Voorts betogen zij dat de rechtbank de motivering van het besluit van het college van 2 december 2015 heeft aangevuld. Ook ontberen volgens [appellant A] en [appellant B] de overwegingen van de rechtbank over de plantoelichting in relatie tot voorzienbaarheid feitelijke en juridische grondslag, is de rechtbank niet zuiver geweest in haar overwegingen over de te verwachten omvang van de woningbouw op de gronden van de voormalige houtwerf en heeft de rechtbank ten onrechte gewicht toegekend aan de overwegingen van de Afdeling in de eerder genoemde uitspraak van 26 mei 2010 over de planologische inpasbaarheid van de woningbouw.

Wettelijk kader

4. Artikel 6.2, eerste lid, van de Wet ruimtelijke ordening (hierna: de Wro) luidt: "Binnen het normale maatschappelijke risico vallende schade blijft voor rekening van de aanvrager."

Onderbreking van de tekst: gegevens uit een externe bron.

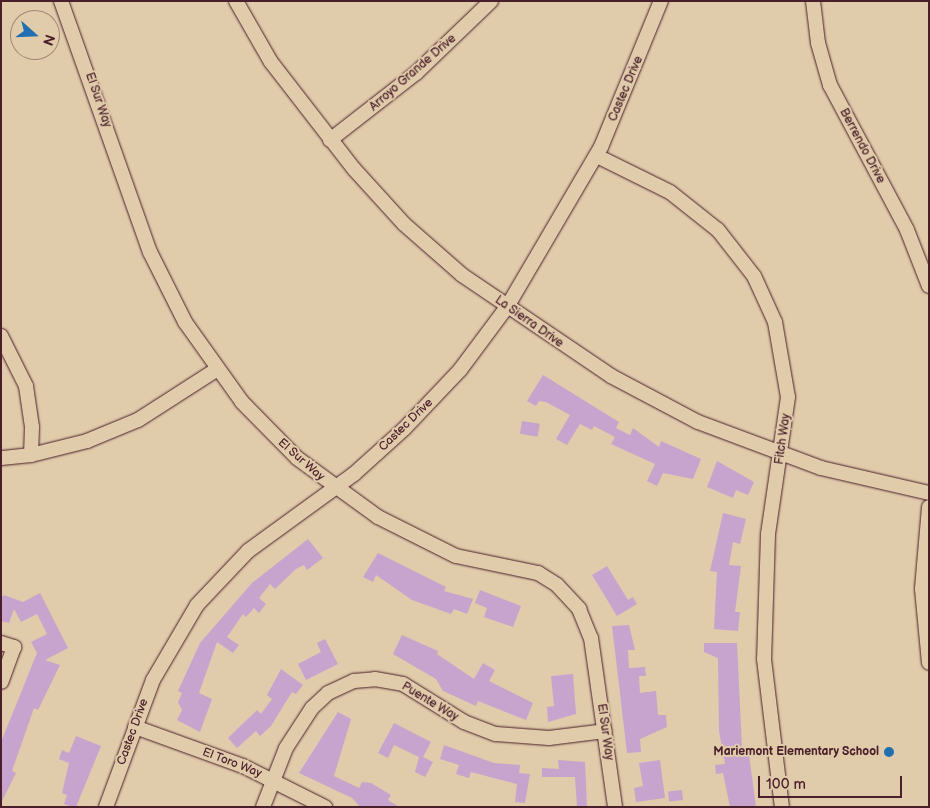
<!DOCTYPE html>
<style>
body{margin:0}
#map{position:relative;width:930px;height:808px;overflow:hidden;background:#e0cbaa;font-family:"Balsamiq Sans",sans-serif}
div>[style]{position:absolute}
[style*='--x']{left:calc(var(--x)*1px);top:calc(var(--y)*1px);width:calc(var(--w)*1px);rotate:calc(var(--a)*1deg)}
.building>*{inset:0;background:#c7a4ce;transform-origin:0 0}
.roads{filter:drop-shadow(0 0 1px #4a1f2b) drop-shadow(0 0 1px #4a1f2b)}
.minor>*{height:14px;margin:-7px;padding:0 7px;transform-origin:7px;border-radius:7px;background:#e0cbaa}
.dots>*{width:14px;height:14px;translate:-50% -50%;box-sizing:border-box;border:2px solid #e0cbaa;border-radius:50%}
span{translate:-50% -50%;white-space:nowrap;text-align:center;line-height:1.15;-webkit-text-stroke:4px #e0cbaa;paint-order:stroke}
.street-label{font-size:12px;color:#4a1f2b}
.poi-label{font-size:12px;color:#4a1f2b;font-weight:700}
.right{translate:-100% -50%;text-align:right}
.frame{position:absolute;inset:0;border:2px solid #4a1f2b;pointer-events:none}
.north{position:absolute;left:10px;top:10px;width:50px;height:50px;box-sizing:border-box;background:#e0cbaa;border:1px solid #a48677;border-radius:50%;rotate:110deg;font-size:14px;font-weight:700;line-height:20px;text-align:center;color:#4a1f2b}
.north::after{content:'';display:block;margin:auto;width:18px;height:22px;background:#1f6fb2;clip-path:polygon(50% 0,100% 100%,50% 72%,0 100%)}
.scale{position:absolute;left:758px;top:776px;width:144px;height:22px;box-sizing:border-box;border:2px solid #4a1f2b;border-top:0;padding-left:6px;font-size:15px;line-height:18px;white-space:nowrap;color:#4a1f2b;-webkit-text-stroke:4px #e0cbaa;paint-order:stroke}
</style>
<div id="map">
<div class="building">
<div style="clip-path:polygon(543px 375px,619px 422px,616px 428px,630px 435px,633px 428px,659px 447px,661px 441px,701px 459px,693px 479px,663px 473px,657px 486px,647px 481px,655px 464px,611px 444px,615px 437px,594px 426px,592px 430px,580px 424px,567px 445px,556px 439px,570px 415px,546px 402px,539px 401px,536px 406px,527px 401px)"></div>
<div style="left:522px;top:421px;width:18px;height:13px;rotate:9deg"></div>
<div style="clip-path:polygon(717px 461px,754px 482px,748px 495px,736px 490px,733px 498px,707px 487px)"></div>
<div style="clip-path:polygon(723px 513px,746px 519px,740px 544px,733px 542px,729px 565px,741px 566px,735px 612px,740px 612px,738px 631px,714px 629px,717px 572px,710px 571px)"></div>
<div style="clip-path:polygon(308px 539px,323px 558px,307px 570px,304px 565px,296px 569px,275px 589px,270px 584px,259px 598px,266px 604px,259px 613px,254px 608px,246px 617px,243px 614px,227px 637px,239px 645px,233px 653px,217px 642px,199px 693px,212px 699px,200px 732px,177px 720px,182px 710px,178px 702px,182px 693px,178px 691px,200px 643px,252px 583px)"></div>
<div style="clip-path:polygon(378px 553px,446px 587px,444px 591px,473px 599px,467px 614px,454px 609px,451px 614px,412px 600px,376px 575px,373px 582px,363px 577px)"></div>
<div style="clip-path:polygon(607px 566px,628px 600px,633px 597px,637px 604px,617px 616px,592px 575px)"></div>
<div style="clip-path:polygon(480px 590px,521px 606px,513px 627px,484px 617px,487px 608px,475px 603px)"></div>
<div style="clip-path:polygon(40px 593px,68px 648px,45px 660px,60px 665px,38px 710px,34px 708px,12px 771px,16px 773px,1px 803px,1px 742px,37px 653px,31px 642px,47px 634px,37px 614px,21px 622px,14px 609px,9px 623px,1px 621px,1px 598px,4px 595px,23px 602px)"></div>
<div style="clip-path:polygon(629px 625px,635px 650px,628px 650px,629px 668px,645px 667px,646px 676px,639px 676px,640px 693px,656px 691px,658px 715px,666px 715px,667px 727px,640px 739px,641px 752px,627px 753px,612px 626px)"></div>
<div style="clip-path:polygon(402px 635px,438px 651px,437px 654px,474px 679px,483px 663px,495px 670px,489px 681px,533px 703px,526px 720px,478px 701px,476px 706px,443px 691px,436px 679px,393px 654px)"></div>
<div style="clip-path:polygon(325px 639px,338px 664px,306px 680px,298px 664px,321px 652px,317px 643px)"></div>
<div style="clip-path:polygon(704px 643px,737px 643px,742px 748px,748px 747px,756px 807px,730px 807px,723px 773px,716px 774px,715px 765px,725px 764px,719px 731px,718px 658px,704px 652px)"></div>
<div style="clip-path:polygon(281px 669px,303px 685px,296px 694px,292px 692px,271px 726px,260px 736px,256px 731px,237px 748px,228px 738px,257px 710px,261px 714px,272px 699px,267px 695px)"></div>
<div style="clip-path:polygon(573px 674px,576px 714px,548px 722px,547px 707px,554px 706px,551px 676px)"></div>
<div style="clip-path:polygon(338px 712px,351px 719px,334px 776px,359px 788px,362px 782px,371px 783px,391px 795px,388px 800px,399px 807px,360px 807px,352px 798px,299px 773px)"></div>
<div style="clip-path:polygon(394px 723px,431px 742px,423px 757px,433px 762px,425px 777px,415px 772px,419px 757px,394px 745px,388px 758px,378px 753px)"></div>
<div style="clip-path:polygon(76px 736px,101px 746px,76px 807px,72px 807px,64px 804px,67px 795px,62px 793px,69px 763px,59px 759px,62px 750px,69px 753px)"></div>
<div style="clip-path:polygon(444px 745px,494px 763px,520px 765px,519px 773px,530px 774px,525px 803px,515px 802px,517px 784px,471px 772px,469px 778px,456px 774px,459px 765px,440px 759px)"></div>
<div style="clip-path:polygon(558px 760px,585px 762px,587px 807px,577px 807px,575px 777px,542px 777px,542px 768px,559px 769px)"></div>
<div style="clip-path:polygon(660px 760px,665px 798px,636px 802px,634px 788px,643px 786px,639px 763px)"></div>
<div style="left:682px;top:790px;width:10px;height:14px;rotate:84deg"></div>
</div>
<div class="roads">
<div class="minor">
<div style="--x:61;--y:1;--w:266;--a:70.5"></div>
<div style="--x:150;--y:252;--w:78;--a:63.4"></div>
<div style="--x:185;--y:322;--w:98;--a:54.5"></div>
<div style="--x:242;--y:402;--w:78;--a:45.5"></div>
<div style="--x:297;--y:458;--w:100;--a:36.1"></div>
<div style="--x:378;--y:517;--w:87;--a:26.6"></div>
<div style="--x:456;--y:556;--w:84;--a:11.7"></div>
<div style="--x:538;--y:573;--w:22;--a:32"></div>
<div style="--x:557;--y:585;--w:33;--a:47"></div>
<div style="--x:579;--y:609;--w:31;--a:68"></div>
<div style="--x:591;--y:638;--w:171;--a:81.9"></div>
<div style="--x:236;--y:1;--w:70;--a:60.2"></div>
<div style="--x:271;--y:62;--w:135;--a:52.2"></div>
<div style="--x:354;--y:169;--w:74;--a:47.7"></div>
<div style="--x:404;--y:224;--w:77;--a:41.3"></div>
<div style="--x:462;--y:275;--w:180;--a:34.1"></div>
<div style="--x:611;--y:376;--w:98;--a:27.9"></div>
<div style="--x:698;--y:422;--w:131;--a:20.5"></div>
<div style="--x:821;--y:468;--w:111;--a:13"></div>
<div style="--x:813;--y:1;--w:42;--a:83.2"></div>
<div style="--x:818;--y:43;--w:44;--a:74.1"></div>
<div style="--x:830;--y:85;--w:164;--a:62"></div>
<div style="--x:907;--y:230;--w:60;--a:68.6"></div>
<div style="--x:330;--y:140;--w:109;--a:-37.9"></div>
<div style="--x:416;--y:73;--w:104;--a:-43.8"></div>
<div style="--x:597;--y:156;--w:81;--a:26.3"></div>
<div style="--x:670;--y:192;--w:61;--a:38.4"></div>
<div style="--x:718;--y:230;--w:58;--a:52"></div>
<div style="--x:754;--y:276;--w:51;--a:65.5"></div>
<div style="--x:775;--y:322;--w:76;--a:80.2"></div>
<div style="--x:788;--y:397;--w:138;--a:98.3"></div>
<div style="--x:768;--y:534;--w:125;--a:91.8"></div>
<div style="--x:764;--y:659;--w:149;--a:83.1"></div>
<div style="--x:1;--y:336;--w:56;--a:63.4"></div>
<div style="--x:26;--y:386;--w:41;--a:81.7"></div>
<div style="--x:32;--y:427;--w:28;--a:92"></div>
<div style="--x:31;--y:455;--w:30;--a:174"></div>
<div style="--x:31;--y:455;--w:58;--a:-14"></div>
<div style="--x:87;--y:441;--w:55;--a:-22.4"></div>
<div style="--x:138;--y:420;--w:93;--a:-32.7"></div>
<div style="--x:929;--y:507;--w:82;--a:94.9"></div>
<div style="--x:922;--y:589;--w:74;--a:84.6"></div>
<div style="--x:1;--y:643;--w:14;--a:17"></div>
<div style="--x:14;--y:647;--w:37;--a:110"></div>
<div style="--x:135;--y:727;--w:115;--a:19.9"></div>
<div style="--x:243;--y:766;--w:92;--a:26.6"></div>
<div style="--x:106;--y:807;--w:135;--a:-69.7"></div>
<div style="--x:153;--y:680;--w:87;--a:-59.6"></div>
<div style="--x:197;--y:605;--w:74;--a:-46.6"></div>
<div style="--x:248;--y:551;--w:131;--a:-36"></div>
<div style="--x:354;--y:474;--w:67;--a:-42"></div>
<div style="--x:404;--y:429;--w:81;--a:-46.5"></div>
<div style="--x:460;--y:370;--w:79;--a:-53.3"></div>
<div style="--x:507;--y:307;--w:186;--a:-59.6"></div>
<div style="--x:601;--y:147;--w:158;--a:-67.7"></div>
<div style="--x:263;--y:807;--w:63;--a:-68.7"></div>
<div style="--x:286;--y:748;--w:48;--a:-57"></div>
<div style="--x:312;--y:708;--w:22;--a:-43"></div>
<div style="--x:328;--y:693;--w:29;--a:-25"></div>
<div style="--x:354;--y:681;--w:21;--a:-5"></div>
<div style="--x:375;--y:679;--w:28;--a:10"></div>
<div style="--x:403;--y:684;--w:72;--a:31.9"></div>
<div style="--x:464;--y:722;--w:34;--a:21"></div>
<div style="--x:496;--y:734;--w:53;--a:4.3"></div>
<div style="--x:549;--y:738;--w:56;--a:-7.1"></div>
</div>
</div>
<div class="dots">
<div style="left:889px;top:752px;background:#1f6fb2"></div>
</div>
<div class="street-label">
<span style="left:413px;top:73px;rotate:-41deg">Arroyo Grande Drive</span>
<span style="left:626px;top:89px;rotate:-67deg">Castec Drive</span>
<span style="left:98px;top:100px;rotate:71deg">El Sur Way</span>
<span style="left:862px;top:146px;rotate:62deg">Berrendo Drive</span>
<span style="left:529px;top:322px;rotate:35deg">La Sierra Drive</span>
<span style="left:406px;top:425px;rotate:-44deg">Castec Drive</span>
<span style="left:783px;top:439px;rotate:-82deg">Fitch Way</span>
<span style="left:301px;top:460px;rotate:41deg">El Sur Way</span>
<span style="left:430px;top:702px;rotate:31deg">Puente Way</span>
<span style="left:133px;top:732px;rotate:-70deg">Castec Drive</span>
<span style="left:605px;top:732px;rotate:82deg">El Sur Way</span>
<span style="left:232px;top:763px;rotate:21deg">El Toro Way</span>
</div>
<div class="poi-label">
<span class="right" style="left:879px;top:752px">Mariemont Elementary School</span>
</div>
<div class="frame"></div>
<div class="north">N</div>
<div class="scale">100 m</div>
</div>
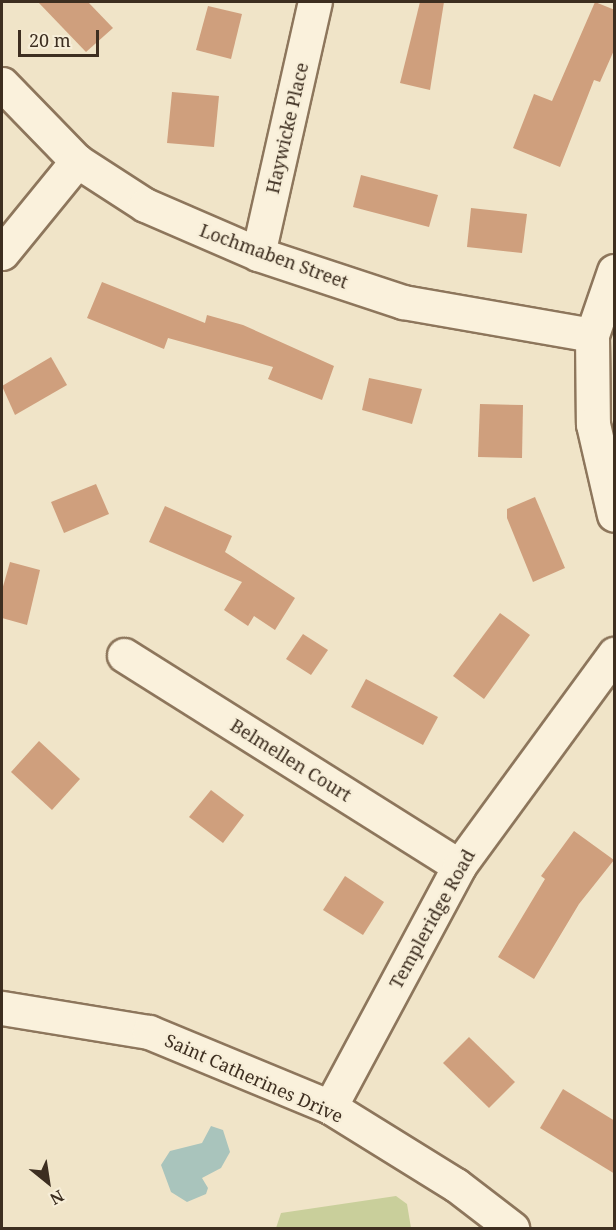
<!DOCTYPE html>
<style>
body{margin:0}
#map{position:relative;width:616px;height:1230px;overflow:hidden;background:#f0e4c8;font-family:"Noto Serif",serif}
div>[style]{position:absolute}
.green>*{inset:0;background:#c9cf9b}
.water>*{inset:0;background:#a9c4bc}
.building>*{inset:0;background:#cf9f7d}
.roads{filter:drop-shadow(2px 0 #8d765c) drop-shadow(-2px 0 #8d765c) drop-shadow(0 2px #8d765c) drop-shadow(0 -2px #8d765c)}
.minor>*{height:33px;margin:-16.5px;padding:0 16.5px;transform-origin:16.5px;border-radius:16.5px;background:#faf1dc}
span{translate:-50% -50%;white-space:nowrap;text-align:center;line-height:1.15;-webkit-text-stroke:4.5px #f7eed8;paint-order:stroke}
.street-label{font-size:18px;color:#3d2e20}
.frame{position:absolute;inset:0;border:3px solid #3d2e20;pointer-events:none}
.north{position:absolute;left:18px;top:1152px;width:60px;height:60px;-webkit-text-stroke:4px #f7eed8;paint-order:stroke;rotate:150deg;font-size:16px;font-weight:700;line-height:24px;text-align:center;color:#3d2e20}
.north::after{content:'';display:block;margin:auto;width:21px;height:27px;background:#3d2e20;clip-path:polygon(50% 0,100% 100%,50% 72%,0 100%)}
.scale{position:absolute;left:18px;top:30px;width:81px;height:27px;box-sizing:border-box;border:3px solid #3d2e20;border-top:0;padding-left:8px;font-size:18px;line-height:21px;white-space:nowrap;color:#3d2e20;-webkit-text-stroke:4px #f7eed8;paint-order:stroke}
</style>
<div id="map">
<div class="green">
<i style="clip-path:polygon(396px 1196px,407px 1204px,411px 1228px,276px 1228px,281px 1213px)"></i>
</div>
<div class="water">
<i style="clip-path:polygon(211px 1126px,223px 1130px,230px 1152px,221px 1168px,202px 1178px,208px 1188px,206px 1194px,187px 1202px,171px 1192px,161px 1165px,170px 1151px,202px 1143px)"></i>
</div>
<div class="building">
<i style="clip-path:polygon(38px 2px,88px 2px,113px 28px,86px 52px)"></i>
<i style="clip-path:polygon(420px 2px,444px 2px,430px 90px,400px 83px)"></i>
<i style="clip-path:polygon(595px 2px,615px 10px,615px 48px,600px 82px,594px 80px,560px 167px,513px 148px,534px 94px,552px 101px)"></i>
<i style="clip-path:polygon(208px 6px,242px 14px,231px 59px,196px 50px)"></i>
<i style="clip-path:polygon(172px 92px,219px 96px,214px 147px,167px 143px)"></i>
<i style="clip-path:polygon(361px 175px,438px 195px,429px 227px,353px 207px)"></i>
<i style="clip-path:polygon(471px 208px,527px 214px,522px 253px,467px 247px)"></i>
<i style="clip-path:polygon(102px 282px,205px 323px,207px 315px,243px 325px,334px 366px,322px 400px,268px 379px,273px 367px,168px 338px,164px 349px,87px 318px)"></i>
<i style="clip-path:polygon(51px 357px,67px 385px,15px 415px,2px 386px)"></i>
<i style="clip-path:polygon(369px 378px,422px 389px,412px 424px,362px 410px)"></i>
<i style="clip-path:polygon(480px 404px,523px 405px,522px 458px,478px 457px)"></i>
<i style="clip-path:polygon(96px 484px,109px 514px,64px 533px,51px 502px)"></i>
<i style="clip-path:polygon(535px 497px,565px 568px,533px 582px,507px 518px,507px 509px)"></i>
<i style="clip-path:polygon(165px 506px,232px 536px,225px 552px,295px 598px,275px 630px,254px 616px,248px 626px,224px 610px,242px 582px,149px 542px)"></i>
<i style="clip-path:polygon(10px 562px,40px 570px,27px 625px,2px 618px,2px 590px)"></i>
<i style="clip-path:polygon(500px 613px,530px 635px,484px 699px,453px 676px)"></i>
<i style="clip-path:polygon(303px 634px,328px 650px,311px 675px,286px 659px)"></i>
<i style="clip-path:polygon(366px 679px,438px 717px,423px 745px,351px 707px)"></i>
<i style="clip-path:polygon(39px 741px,80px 779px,52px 810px,11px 772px)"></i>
<i style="clip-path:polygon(211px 790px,244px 815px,223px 843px,189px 817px)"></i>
<i style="clip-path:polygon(574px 831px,614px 860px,579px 904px,534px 979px,498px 957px,545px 879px,541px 876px)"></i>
<i style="clip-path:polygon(345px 876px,384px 902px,363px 935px,323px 910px)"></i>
<i style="clip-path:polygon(469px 1037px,515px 1082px,489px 1108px,443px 1063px)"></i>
<i style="clip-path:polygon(563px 1089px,615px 1121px,615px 1174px,540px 1128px)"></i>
</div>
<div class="roads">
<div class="minor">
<i style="left:2px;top:84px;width:107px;rotate:45.8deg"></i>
<i style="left:77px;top:161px;width:81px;rotate:32.9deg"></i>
<i style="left:145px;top:205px;width:123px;rotate:23.4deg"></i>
<i style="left:258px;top:254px;width:153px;rotate:18.3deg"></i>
<i style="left:403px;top:302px;width:192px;rotate:9.9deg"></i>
<i style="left:2px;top:253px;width:119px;rotate:-50.8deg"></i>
<i style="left:258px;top:254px;width:258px;rotate:-77.3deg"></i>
<i style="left:614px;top:271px;width:68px;rotate:109deg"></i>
<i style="left:592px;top:335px;width:89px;rotate:89.4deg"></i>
<i style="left:593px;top:424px;width:93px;rotate:77deg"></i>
<i style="left:124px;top:655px;width:396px;rotate:32.2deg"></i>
<i style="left:2px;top:1008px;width:149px;rotate:9.3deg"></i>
<i style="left:149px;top:1032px;width:196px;rotate:22.5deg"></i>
<i style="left:330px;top:1107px;width:148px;rotate:31.8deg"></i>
<i style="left:456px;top:1185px;width:71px;rotate:37.5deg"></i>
<i style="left:330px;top:1107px;width:273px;rotate:-61.8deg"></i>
<i style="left:459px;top:866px;width:263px;rotate:-53.8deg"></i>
</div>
</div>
<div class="street-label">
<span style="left:287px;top:128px;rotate:-77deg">Haywicke Place</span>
<span style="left:274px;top:256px;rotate:20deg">Lochmaben Street</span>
<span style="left:291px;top:760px;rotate:32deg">Belmellen Court</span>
<span style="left:432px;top:919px;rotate:-61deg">Templeridge Road</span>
<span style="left:254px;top:1078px;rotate:24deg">Saint Catherines Drive</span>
</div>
<div class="frame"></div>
<div class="north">N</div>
<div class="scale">20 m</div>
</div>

Artikel 6.3, aanhef en onder a, luidt: "Met betrekking tot de voor tegemoetkoming in aanmerking komende schade betrekken burgemeester en wethouders bij hun beslissing op de aanvraag in ieder geval de voorzienbaarheid van de schadeoorzaak."

Beoordeling hoger beroep

5. Zoals de Afdeling eerder heeft overwogen (uitspraak van 28 september 2016, ECLI:NL:RVS:2016:2582) moet de vraag of schade als gevolg van een planologische ontwikkeling als bedoeld in artikel 6.1, tweede lid, van de Wro tot het normale maatschappelijke risico behoort, worden beantwoord met inachtneming van alle van belang zijnde omstandigheden van het geval. Van belang is onder meer of de planologische ontwikkeling als een normale maatschappelijke ontwikkeling kan worden beschouwd waarmee de aanvrager rekening had kunnen houden in die zin dat die ontwikkeling in de lijn der verwachtingen lag, ook al bestond geen concreet zicht op de omvang waarin, de plaats waar en het moment waarop deze ontwikkeling zich zou voordoen.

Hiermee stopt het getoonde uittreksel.